Maestra Keri-Lynn Wilson

Par Wah Keung Chan / 1 mars 2010

English Version...


Diriger un grand orchestre, c’est comme prendre le volant d’une Mercedes : on roule dans le confort le plus absolu », déclare Keri-Lynn Wilson, la plus connue des chefs d’orchestre de sexe féminin au Canada. Et comment est-elle arrivée sur le podium ? Par hasard. « J’observais le cours de direction d’orchestre à Juilliard quand quelqu’un m’a demandé si j’allais me présenter à une audition », raconte-t-elle. Elle a répondu non, elle ne faisait que regarder, mais un peu plus tard, elle s’est dit que ce serait vraiment une bonne idée. Elle a consacré les six mois suivants à se préparer à cette fameuse audition.

Cette préparation lui a demandé énormément de travail. Il fallait passer des examens écrits en histoire et théorie de la musique, connaître chaque instrument, chaque compositeur, tout le répertoire. Il fallait aussi se préparer à des examens pratiques sur la transcription, la lecture à vue, le solfège. Quelques candidats sont ensuite choisis pour diriger l’orchestre de Juilliard, dernier test qui permettra de sélectionner deux heureux élus sur les centaines qui se présentent. Pour cette première expérience, Mme Wilson a dirigé le Sacre du printemps et la Symphonie no 8 de Beethoven. « Bien sûr, j’étais nerveuse, se remémore la musicienne de 42 ans, mais pas tant que ça. Les chefs d’orchestre sont des gens très téméraires. Ils ont une force qui leur vient de leur énergie, de leur travail de préparation et de leur savoir. Quand on connaît sa partition, on se sent bien. Ce que les jeunes chefs connaissent moins bien, c’est la gestuelle, l’interprétation physique; même s’ils ont tout compris dans leur tête, il faut que ça sorte physiquement. »

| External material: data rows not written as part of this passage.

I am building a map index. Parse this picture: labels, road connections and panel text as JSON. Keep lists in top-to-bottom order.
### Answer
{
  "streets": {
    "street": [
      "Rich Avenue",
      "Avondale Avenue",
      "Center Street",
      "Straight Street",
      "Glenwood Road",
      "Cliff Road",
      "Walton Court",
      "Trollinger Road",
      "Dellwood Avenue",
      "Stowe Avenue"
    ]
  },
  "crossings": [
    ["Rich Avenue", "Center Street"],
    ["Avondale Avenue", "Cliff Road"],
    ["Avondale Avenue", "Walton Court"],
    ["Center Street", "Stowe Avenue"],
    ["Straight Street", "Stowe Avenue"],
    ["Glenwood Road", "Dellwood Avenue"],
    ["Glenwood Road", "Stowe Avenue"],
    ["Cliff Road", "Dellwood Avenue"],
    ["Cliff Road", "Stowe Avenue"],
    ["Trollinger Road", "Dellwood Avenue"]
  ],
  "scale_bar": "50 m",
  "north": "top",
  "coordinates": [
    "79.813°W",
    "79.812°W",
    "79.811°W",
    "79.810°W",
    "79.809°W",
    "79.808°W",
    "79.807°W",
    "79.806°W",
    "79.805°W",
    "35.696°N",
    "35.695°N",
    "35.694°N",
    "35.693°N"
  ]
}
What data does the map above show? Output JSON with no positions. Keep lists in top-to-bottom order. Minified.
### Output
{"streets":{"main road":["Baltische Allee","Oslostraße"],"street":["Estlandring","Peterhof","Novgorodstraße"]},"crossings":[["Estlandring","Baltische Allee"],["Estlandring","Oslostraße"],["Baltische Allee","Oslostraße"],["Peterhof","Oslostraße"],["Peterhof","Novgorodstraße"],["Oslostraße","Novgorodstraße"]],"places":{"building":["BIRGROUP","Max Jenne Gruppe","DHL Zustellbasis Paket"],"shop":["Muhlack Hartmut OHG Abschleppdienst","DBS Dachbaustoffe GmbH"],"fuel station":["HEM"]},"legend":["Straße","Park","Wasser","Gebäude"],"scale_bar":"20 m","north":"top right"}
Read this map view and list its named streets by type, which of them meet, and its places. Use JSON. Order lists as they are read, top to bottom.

Personne ne dira que Keri-Lynn Wilson est partie de rien. « J’avais déjà passé 12 ans sous la férule d’un chef d’orchestre. Cela représente tout un bagage de connaissances, d’observation et d’initiation à différents styles. Mais je me suis tout de même sentie bizarre. » Ce qui n’est pas bizarre, en revanche, c’est sa passion pour la musique, qui a commencé quand elle n’avait que trois ans. Issue d’une famille mélomane (son père était professeur de violon et chef de l’Orchestre des jeunes de Winnipeg), Mme Wilson a étudié le piano avec sa grand-mère et un peu le chant, sans succès, auprès de son grand-père, avant de se mettre au violon avec son père, puis de se tourner vers la flûte. La maison résonnait toujours de sonorités, et pour une fille aussi passionnée de musique, c’était merveilleux. « J’étais musicienne dans chaque fibre de mon être, dit-elle, je ne pouvais m’en passer. »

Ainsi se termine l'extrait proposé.